=== RECORDED DATA ===
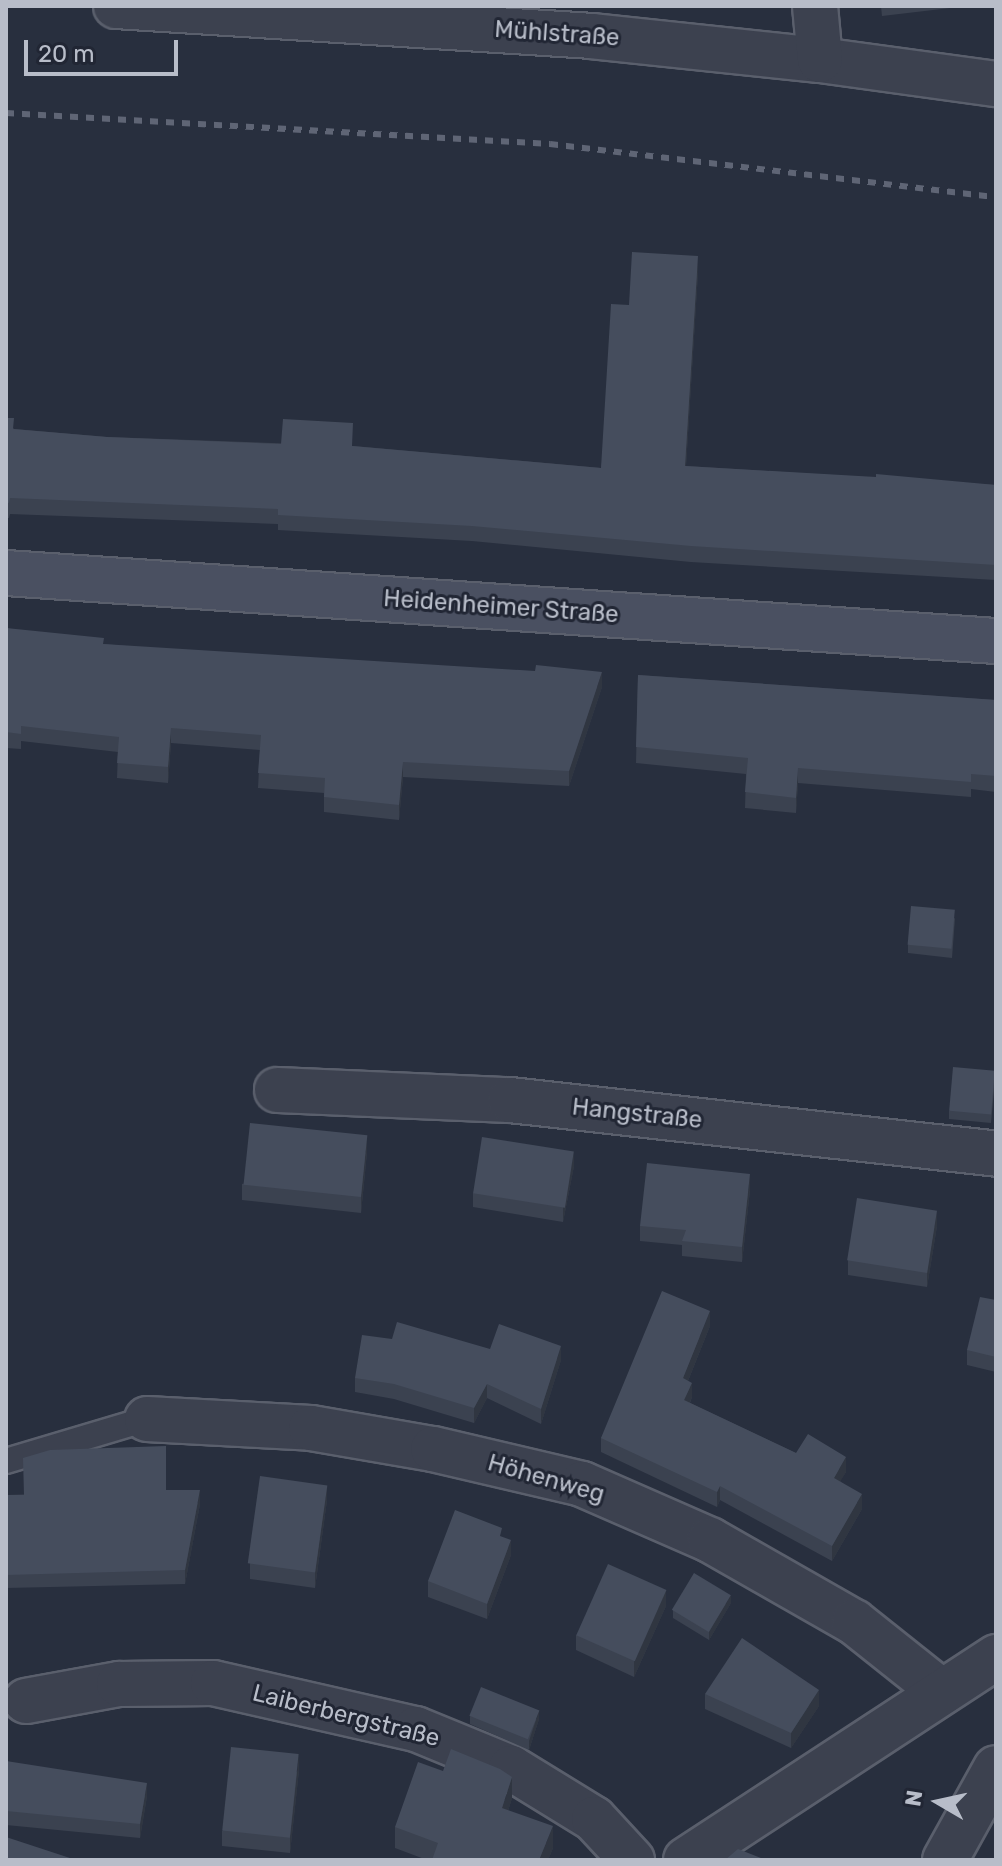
<!DOCTYPE html>
<html>
<head>
<meta charset="utf-8">
<style>
  body { margin:0 }
  #map { position:relative; width:1002px; height:1866px; overflow:hidden; background:#282f3e; font-family:Rubik,sans-serif }
  div>[style] { position:absolute }
  .roads { filter:drop-shadow(2px 0 #5a5f6c) drop-shadow(-2px 0 #5a5f6c) drop-shadow(0 2px #5a5f6c) drop-shadow(0 -2px #5a5f6c) }
  .lane>* { height:24px; margin:-12px; padding:0 12px; transform-origin:12px; border-radius:12px; background:#3c414f }
  .street>* { height:44px; margin:-22px; padding:0 22px; transform-origin:22px; border-radius:22px; background:#3c414f }
  .secondary>* { height:44px; margin:-22px; padding:0 22px; transform-origin:22px; border-radius:22px; background:#4a5061 }
  .rail>* { height:6px; margin-top:-3px; transform-origin:0; background:repeating-linear-gradient(90deg,#5f6575 0 8px,transparent 0 16px) }
  .wall>* { inset:0; background:#3b4250 }
  .shaded-wall>* { inset:0; background:#303641 }
  .building>* { inset:0; background:#454d5d; transform-origin:0 0 }
  span { translate:-50% -50%; white-space:nowrap; text-align:center; line-height:1.15; -webkit-text-stroke:6px #212634; paint-order:stroke }
  .street-label { font-size:24px; color:#b8bdc9 }
  .frame { position:absolute; inset:0; border:8px solid #b8bdc9; pointer-events:none }
  .north { position:absolute; left:898px; top:1762px; width:80px; height:80px; -webkit-text-stroke:6px #212634; paint-order:stroke; rotate:279deg; font-size:22px; font-weight:700; line-height:32px; text-align:center; color:#b8bdc9 }
  .north::after { content:''; display:block; margin:auto; width:28px; height:36px; background:#b8bdc9; clip-path:polygon(50% 0,100% 100%,50% 72%,0 100%) }
  .scale { position:absolute; left:24px; top:40px; width:154px; height:36px; box-sizing:border-box; border:4px solid #b8bdc9; border-top:0; padding-left:10px; font-size:24px; line-height:28px; white-space:nowrap; color:#b8bdc9; -webkit-text-stroke:6px #212634; paint-order:stroke }
</style>
</head>
<body>
<div id="map">
  <div class="roads">
    <div class="lane">
      <div style="left:6px;top:1461px;width:147px;rotate:-16.6deg"></div>
    </div>
    <div class="street">
      <div style="left:116px;top:6px;width:476px;rotate:3.6deg"></div>
      <div style="left:591px;top:36px;width:230px;rotate:6deg"></div>
      <div style="left:820px;top:60px;width:178px;rotate:7.8deg"></div>
      <div style="left:815px;top:6px;width:54px;rotate:84.7deg"></div>
      <div style="left:277px;top:1090px;width:233px;rotate:2.5deg"></div>
      <div style="left:510px;top:1100px;width:489px;rotate:6.3deg"></div>
      <div style="left:147px;top:1419px;width:164px;rotate:3.1deg"></div>
      <div style="left:311px;top:1428px;width:124px;rotate:9.8deg"></div>
      <div style="left:433px;top:1449px;width:153px;rotate:13.2deg"></div>
      <div style="left:582px;top:1484px;width:140px;rotate:23.6deg"></div>
      <div style="left:710px;top:1540px;width:166px;rotate:29.7deg"></div>
      <div style="left:854px;top:1622px;width:112px;rotate:38.5deg"></div>
      <div style="left:26px;top:1701px;width:95px;rotate:-10.4deg"></div>
      <div style="left:119px;top:1684px;width:94px;rotate:-0.6deg"></div>
      <div style="left:213px;top:1683px;width:208px;rotate:12.8deg"></div>
      <div style="left:416px;top:1729px;width:103px;rotate:22.3deg"></div>
      <div style="left:511px;top:1768px;width:97px;rotate:31.6deg"></div>
      <div style="left:594px;top:1819px;width:56px;rotate:47.2deg"></div>
      <div style="left:686px;top:1860px;width:371px;rotate:-33.2deg"></div>
      <div style="left:945px;top:1860px;width:105px;rotate:-61deg"></div>
    </div>
    <div class="secondary">
      <div style="left:6px;top:573px;width:992px;rotate:3.93deg"></div>
    </div>
  </div>
  <div class="rail">
    <div style="left:6px;top:113px;width:545px;rotate:3.26deg"></div>
    <div style="left:550px;top:144px;width:449px;rotate:6.8deg"></div>
  </div>
  <div class="wall">
    <div style="clip-path:polygon(881px 6px,967px 6px,882px 16px)"></div>
    <div style="clip-path:polygon(698px 272px,686px 466px,996px 485px,996px 580px,691px 562px,472px 541px,278px 530px,278px 524px,10px 514px,9px 518px,6px 518px,6px 418px,14px 429px,107px 437px,353px 446px,601px 468px,629px 305px)"></div>
    <div style="clip-path:polygon(6px 628px,104px 644px,602px 687px,569px 786px,403px 777px,399px 820px,324px 812px,324px 793px,258px 788px,260px 750px,171px 743px,168px 783px,117px 778px,118px 752px,21px 741px,21px 749px,6px 748px)"></div>
    <div style="clip-path:polygon(638px 675px,996px 700px,996px 792px,971px 789px,971px 797px,798px 783px,796px 813px,745px 808px,746px 774px,636px 763px)"></div>
    <div style="clip-path:polygon(955px 918px,952px 958px,908px 953px,908px 945px)"></div>
    <div style="clip-path:polygon(995px 1080px,991px 1123px,949px 1119px,949px 1111px)"></div>
    <div style="clip-path:polygon(367px 1152px,361px 1213px,242px 1200px,242px 1184px)"></div>
    <div style="clip-path:polygon(574px 1166px,563px 1222px,473px 1207px,473px 1193px)"></div>
    <div style="clip-path:polygon(750px 1190px,742px 1262px,682px 1256px,682px 1245px,640px 1241px,640px 1226px)"></div>
    <div style="clip-path:polygon(937px 1226px,927px 1287px,848px 1275px,848px 1260px)"></div>
    <div style="clip-path:polygon(996px 1300px,996px 1372px,967px 1365px,967px 1350px)"></div>
    <div style="clip-path:polygon(710px 1326px,688px 1381px,692px 1397px,690px 1403px,796px 1453px,846px 1472px,840px 1481px,862px 1509px,832px 1561px,720px 1500px,717px 1507px,601px 1452px,601px 1438px)"></div>
    <div style="clip-path:polygon(490px 1349px,561px 1360px,541px 1424px,487px 1398px,474px 1423px,394px 1399px,355px 1392px,355px 1378px)"></div>
    <div style="clip-path:polygon(166px 1490px,200px 1504px,185px 1584px,6px 1588px,6px 1495px)"></div>
    <div style="clip-path:polygon(327px 1500px,315px 1588px,250px 1579px,250px 1563px)"></div>
    <div style="clip-path:polygon(502px 1537px,511px 1555px,487px 1619px,428px 1597px,428px 1581px)"></div>
    <div style="clip-path:polygon(731px 1603px,709px 1640px,673px 1618px,673px 1610px)"></div>
    <div style="clip-path:polygon(666px 1606px,634px 1677px,576px 1650px,576px 1635px)"></div>
    <div style="clip-path:polygon(705px 1694px,819px 1706px,791px 1748px,705px 1709px)"></div>
    <div style="clip-path:polygon(470px 1716px,539px 1719px,529px 1750px,470px 1724px)"></div>
    <div style="clip-path:polygon(6px 1761px,147px 1796px,140px 1838px,6px 1825px)"></div>
    <div style="clip-path:polygon(299px 1770px,290px 1853px,222px 1846px,222px 1831px)"></div>
    <div style="clip-path:polygon(512px 1798px,508px 1811px,553px 1848px,548px 1860px,427px 1860px,395px 1848px,395px 1827px)"></div>
  </div>
  <div class="shaded-wall">
    <div style="clip-path:polygon(698px 256px,698px 272px,685px 481px,685px 466px)"></div>
    <div style="clip-path:polygon(602px 672px,602px 687px,569px 786px,569px 771px)"></div>
    <div style="clip-path:polygon(171px 728px,171px 743px,168px 783px,168px 767px)"></div>
    <div style="clip-path:polygon(403px 762px,403px 777px,399px 820px,399px 805px)"></div>
    <div style="clip-path:polygon(798px 768px,798px 783px,796px 813px,796px 798px)"></div>
    <div style="clip-path:polygon(367px 1136px,367px 1152px,361px 1213px,361px 1198px)"></div>
    <div style="clip-path:polygon(574px 1152px,574px 1166px,563px 1222px,563px 1208px)"></div>
    <div style="clip-path:polygon(750px 1174px,750px 1190px,742px 1262px,742px 1247px)"></div>
    <div style="clip-path:polygon(937px 1210px,937px 1226px,927px 1287px,927px 1271px)"></div>
    <div style="clip-path:polygon(710px 1311px,710px 1326px,683px 1393px,683px 1378px)"></div>
    <div style="clip-path:polygon(561px 1346px,561px 1360px,541px 1424px,541px 1409px)"></div>
    <div style="clip-path:polygon(692px 1383px,692px 1397px,684px 1415px,684px 1400px)"></div>
    <div style="clip-path:polygon(487px 1384px,487px 1398px,474px 1423px,474px 1408px)"></div>
    <div style="clip-path:polygon(846px 1457px,846px 1472px,834px 1492px,834px 1478px)"></div>
    <div style="clip-path:polygon(327px 1485px,327px 1500px,315px 1588px,315px 1572px)"></div>
    <div style="clip-path:polygon(720px 1486px,720px 1500px,717px 1507px,717px 1492px)"></div>
    <div style="clip-path:polygon(200px 1490px,200px 1504px,185px 1584px,185px 1570px)"></div>
    <div style="clip-path:polygon(862px 1494px,862px 1509px,832px 1561px,832px 1546px)"></div>
    <div style="clip-path:polygon(511px 1540px,511px 1555px,487px 1619px,487px 1604px)"></div>
    <div style="clip-path:polygon(666px 1590px,666px 1606px,634px 1677px,634px 1661px)"></div>
    <div style="clip-path:polygon(731px 1595px,731px 1603px,709px 1640px,709px 1632px)"></div>
    <div style="clip-path:polygon(819px 1690px,819px 1706px,791px 1748px,791px 1733px)"></div>
    <div style="clip-path:polygon(539px 1711px,539px 1719px,529px 1750px,529px 1741px)"></div>
    <div style="clip-path:polygon(299px 1754px,299px 1770px,290px 1853px,290px 1838px)"></div>
    <div style="clip-path:polygon(512px 1777px,512px 1798px,502px 1830px,502px 1808px)"></div>
    <div style="clip-path:polygon(147px 1783px,147px 1796px,140px 1838px,140px 1824px)"></div>
    <div style="clip-path:polygon(553px 1826px,553px 1848px,548px 1860px,539px 1860px)"></div>
  </div>
  <div class="building">
    <div style="clip-path:polygon(632px 252px,698px 256px,685px 466px,876px 477px,876px 474px,996px 485px,996px 565px,691px 546px,472px 526px,278px 515px,278px 509px,10px 498px,9px 503px,6px 502px,6px 418px,14px 418px,13px 429px,107px 437px,281px 444px,283px 419px,353px 423px,352px 446px,601px 468px,611px 304px,629px 305px)"></div>
    <div style="clip-path:polygon(6px 628px,104px 638px,103px 644px,535px 671px,536px 665px,602px 672px,569px 771px,403px 762px,399px 805px,324px 797px,325px 778px,258px 773px,261px 735px,171px 728px,168px 767px,117px 763px,119px 737px,21px 726px,21px 734px,6px 732px)"></div>
    <div style="clip-path:polygon(638px 675px,996px 700px,996px 776px,971px 774px,971px 782px,798px 768px,796px 798px,745px 792px,748px 758px,636px 747px)"></div>
    <div style="left:911px;top:906px;width:44px;height:39px;rotate:5deg"></div>
    <div style="left:953px;top:1067px;width:42px;height:44px;rotate:5deg"></div>
    <div style="left:250px;top:1123px;width:118px;height:62px;rotate:6deg"></div>
    <div style="left:482px;top:1137px;width:93px;height:57px;rotate:9deg"></div>
    <div style="clip-path:polygon(647px 1163px,750px 1174px,742px 1247px,682px 1241px,686px 1230px,640px 1226px)"></div>
    <div style="left:857px;top:1198px;width:81px;height:63px;rotate:9deg"></div>
    <div style="clip-path:polygon(662px 1291px,710px 1311px,683px 1378px,692px 1383px,684px 1400px,796px 1453px,808px 1434px,846px 1457px,834px 1478px,862px 1494px,832px 1546px,720px 1486px,717px 1492px,601px 1438px)"></div>
    <div style="clip-path:polygon(980px 1297px,996px 1300px,996px 1357px,967px 1350px)"></div>
    <div style="clip-path:polygon(397px 1322px,490px 1349px,499px 1324px,561px 1346px,541px 1409px,487px 1384px,474px 1408px,394px 1384px,355px 1378px,362px 1335px,392px 1339px)"></div>
    <div style="clip-path:polygon(166px 1446px,166px 1490px,200px 1490px,185px 1570px,6px 1575px,6px 1495px,24px 1495px,23px 1458px,50px 1450px)"></div>
    <div style="left:260px;top:1476px;width:68px;height:88px;rotate:8deg"></div>
    <div style="clip-path:polygon(455px 1510px,502px 1528px,500px 1536px,511px 1540px,487px 1604px,428px 1581px)"></div>
    <div style="left:608px;top:1564px;width:64px;height:78px;rotate:24deg"></div>
    <div style="left:694px;top:1573px;width:43px;height:43px;rotate:31deg"></div>
    <div style="clip-path:polygon(742px 1638px,819px 1690px,791px 1733px,705px 1694px)"></div>
    <div style="left:481px;top:1687px;width:63px;height:31px;rotate:22deg"></div>
    <div style="left:231px;top:1747px;width:68px;height:84px;rotate:6deg"></div>
    <div style="clip-path:polygon(451px 1749px,500px 1769px,512px 1777px,502px 1808px,553px 1826px,539px 1860px,432px 1860px,438px 1843px,395px 1827px,418px 1762px,443px 1771px)"></div>
    <div style="clip-path:polygon(6px 1761px,147px 1783px,140px 1824px,6px 1811px)"></div>
    <div style="clip-path:polygon(6px 1837px,76px 1860px,6px 1860px)"></div>
    <div style="clip-path:polygon(738px 1849px,766px 1860px,725px 1860px)"></div>
  </div>
  <div class="street-label">
    <span style="left:557px;top:34px;rotate:4deg">Mühlstraße</span>
    <span style="left:501px;top:607px;rotate:4deg">Heidenheimer Straße</span>
    <span style="left:637px;top:1114px;rotate:6deg">Hangstraße</span>
    <span style="left:546px;top:1479px;rotate:16deg">Höhenweg</span>
    <span style="left:346px;top:1716px;rotate:14deg">Laiberbergstraße</span>
  </div>
  <div class="frame"></div>
  <div class="north">N</div>
  <div class="scale">20 m</div>
</div>
</body>
</html>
===
PROMPT
Give again, exactly, the lines from the start of the data through the one holding "transform-origin:22px; border-radius:22px; background:#3c414f"; omit the pictures.

RESULT
<!DOCTYPE html>
<html>
<head>
<meta charset="utf-8">
<style>
  body { margin:0 }
  #map { position:relative; width:1002px; height:1866px; overflow:hidden; background:#282f3e; font-family:Rubik,sans-serif }
  div>[style] { position:absolute }
  .roads { filter:drop-shadow(2px 0 #5a5f6c) drop-shadow(-2px 0 #5a5f6c) drop-shadow(0 2px #5a5f6c) drop-shadow(0 -2px #5a5f6c) }
  .lane>* { height:24px; margin:-12px; padding:0 12px; transform-origin:12px; border-radius:12px; background:#3c414f }
  .street>* { height:44px; margin:-22px; padding:0 22px; transform-origin:22px; border-radius:22px; background:#3c414f }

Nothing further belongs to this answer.